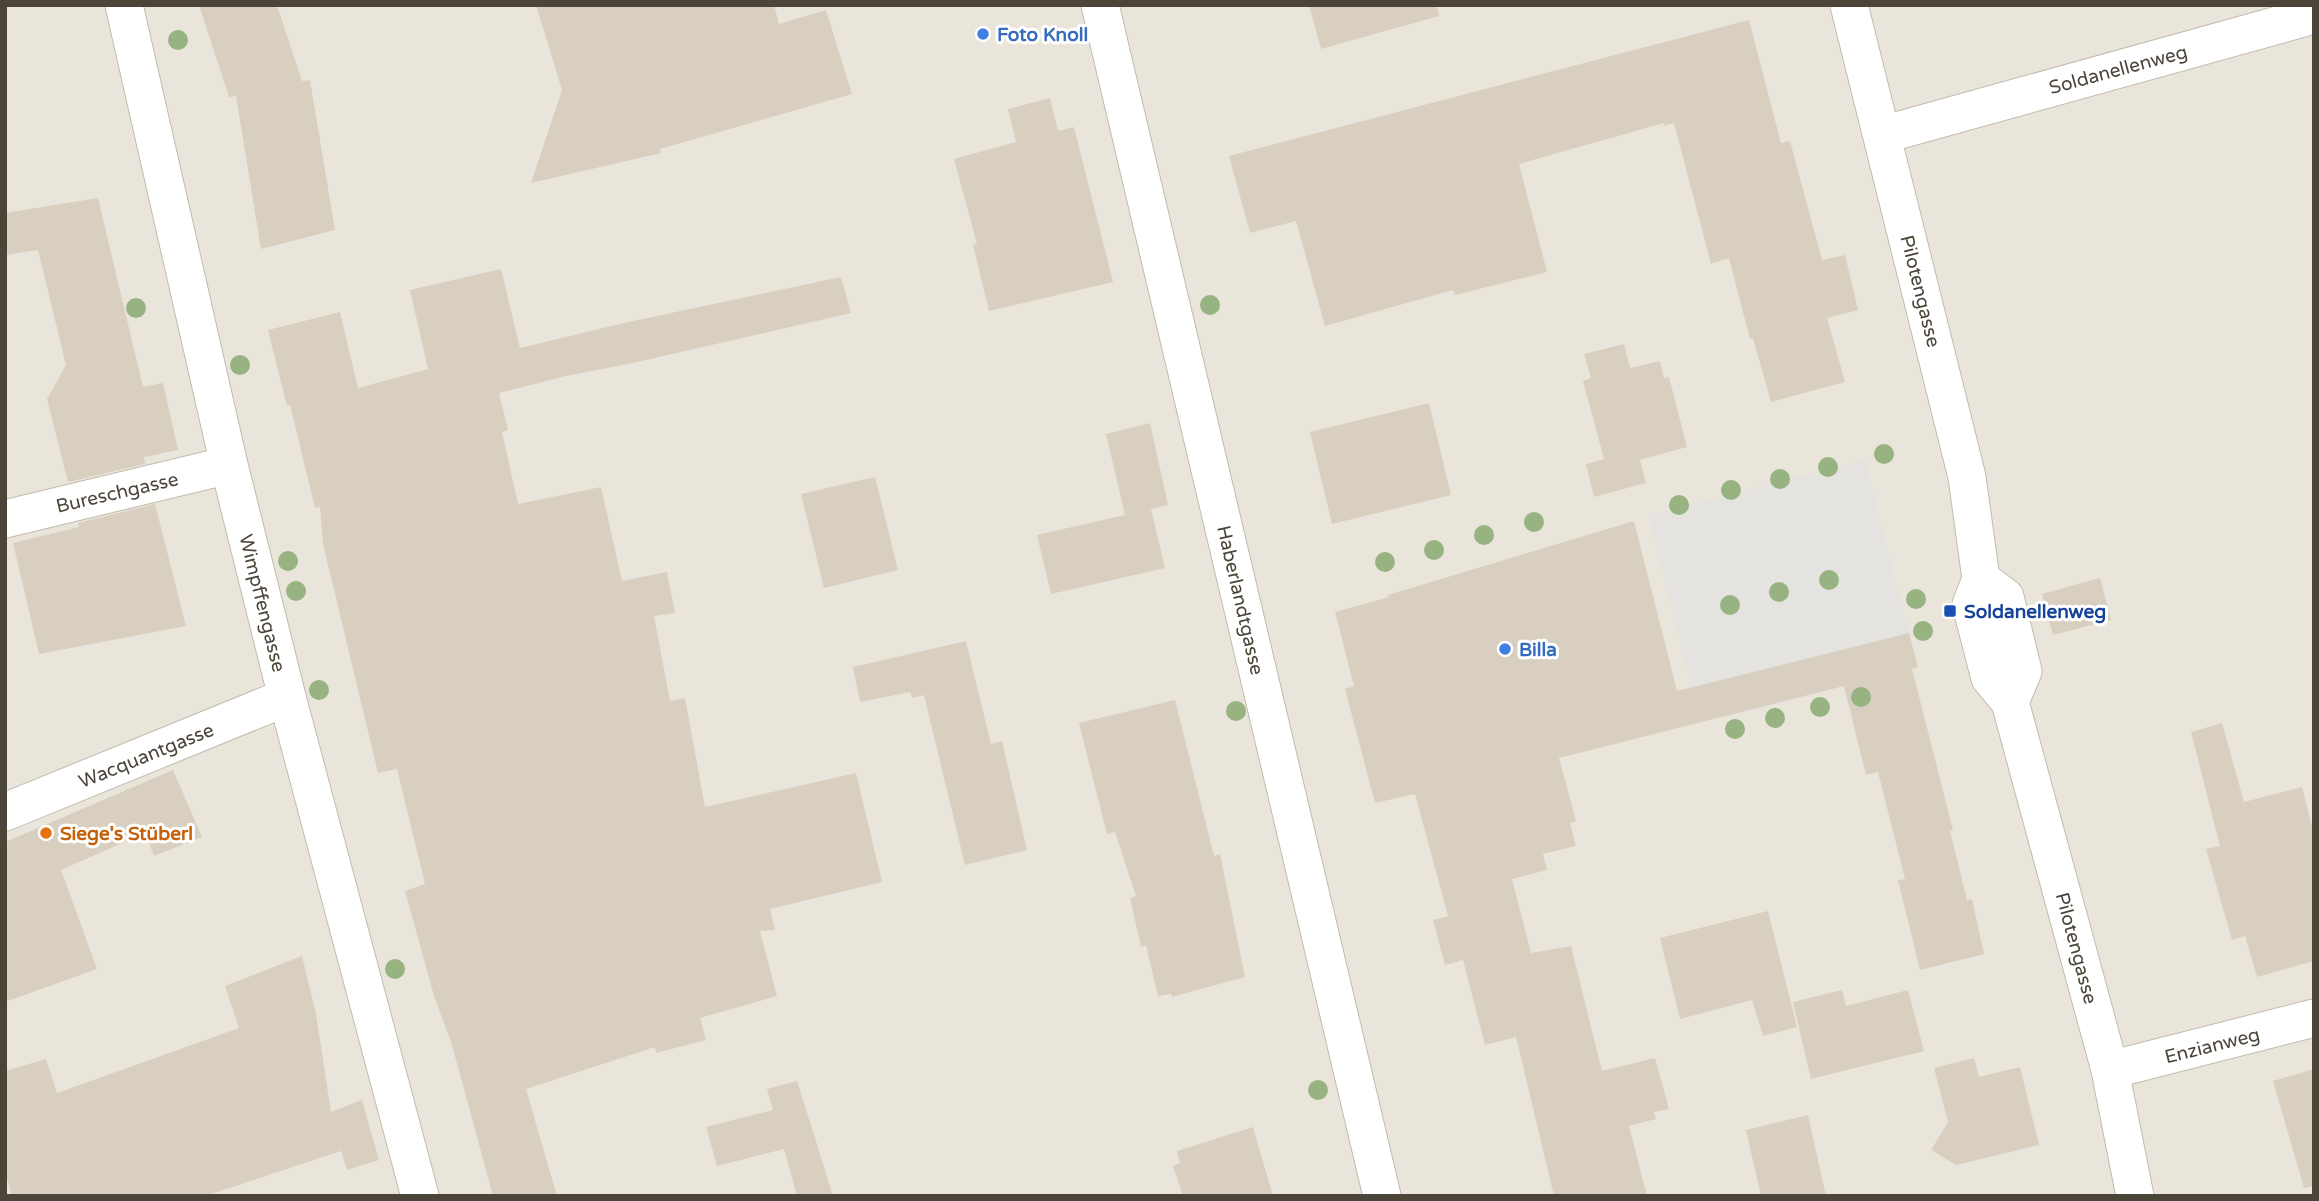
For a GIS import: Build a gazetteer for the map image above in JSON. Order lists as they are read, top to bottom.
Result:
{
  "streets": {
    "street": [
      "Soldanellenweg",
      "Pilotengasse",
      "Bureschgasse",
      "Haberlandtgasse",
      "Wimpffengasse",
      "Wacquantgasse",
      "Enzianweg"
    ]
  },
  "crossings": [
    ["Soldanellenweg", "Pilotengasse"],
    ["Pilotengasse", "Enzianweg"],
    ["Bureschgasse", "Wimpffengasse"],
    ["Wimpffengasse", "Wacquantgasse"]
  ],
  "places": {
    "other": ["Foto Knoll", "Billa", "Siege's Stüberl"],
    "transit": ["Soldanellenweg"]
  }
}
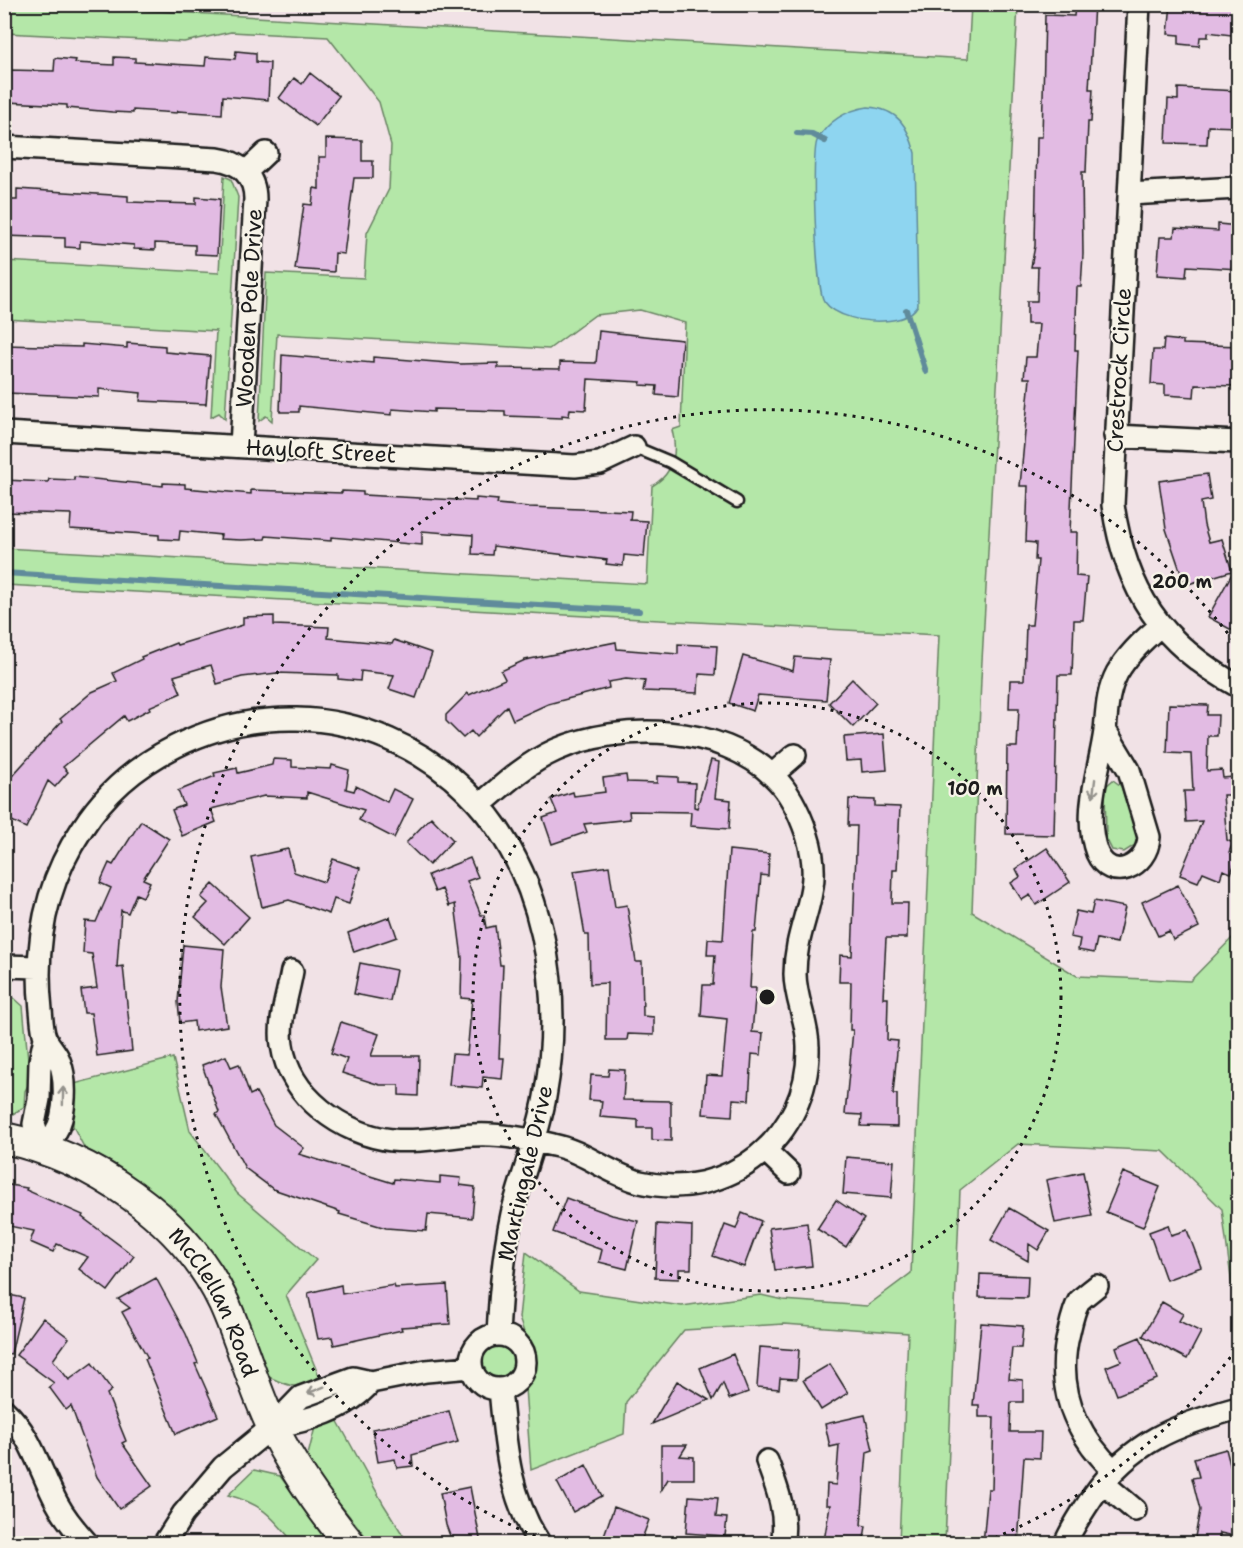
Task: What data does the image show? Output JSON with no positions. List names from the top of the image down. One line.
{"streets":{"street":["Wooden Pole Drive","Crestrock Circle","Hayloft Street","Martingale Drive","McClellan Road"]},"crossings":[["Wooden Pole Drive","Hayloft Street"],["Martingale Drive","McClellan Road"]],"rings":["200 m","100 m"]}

============

## [Required action]
Transcribe every entry above exactly. Omit all pictures.

## [Task answer]
For a GIS import: Build a gazetteer for the map image above in JSON. Order lists as they are read, top to bottom.
Result:
{
  "streets": {
    "street": [
      "Soldanellenweg",
      "Pilotengasse",
      "Bureschgasse",
      "Haberlandtgasse",
      "Wimpffengasse",
      "Wacquantgasse",
      "Enzianweg"
    ]
  },
  "crossings": [
    ["Soldanellenweg", "Pilotengasse"],
    ["Pilotengasse", "Enzianweg"],
    ["Bureschgasse", "Wimpffengasse"],
    ["Wimpffengasse", "Wacquantgasse"]
  ],
  "places": {
    "other": ["Foto Knoll", "Billa", "Siege's Stüberl"],
    "transit": ["Soldanellenweg"]
  }
}
Task: What data does the image show? Output JSON with no positions. List names from the top of the image down. One line.
{"streets":{"street":["Wooden Pole Drive","Crestrock Circle","Hayloft Street","Martingale Drive","McClellan Road"]},"crossings":[["Wooden Pole Drive","Hayloft Street"],["Martingale Drive","McClellan Road"]],"rings":["200 m","100 m"]}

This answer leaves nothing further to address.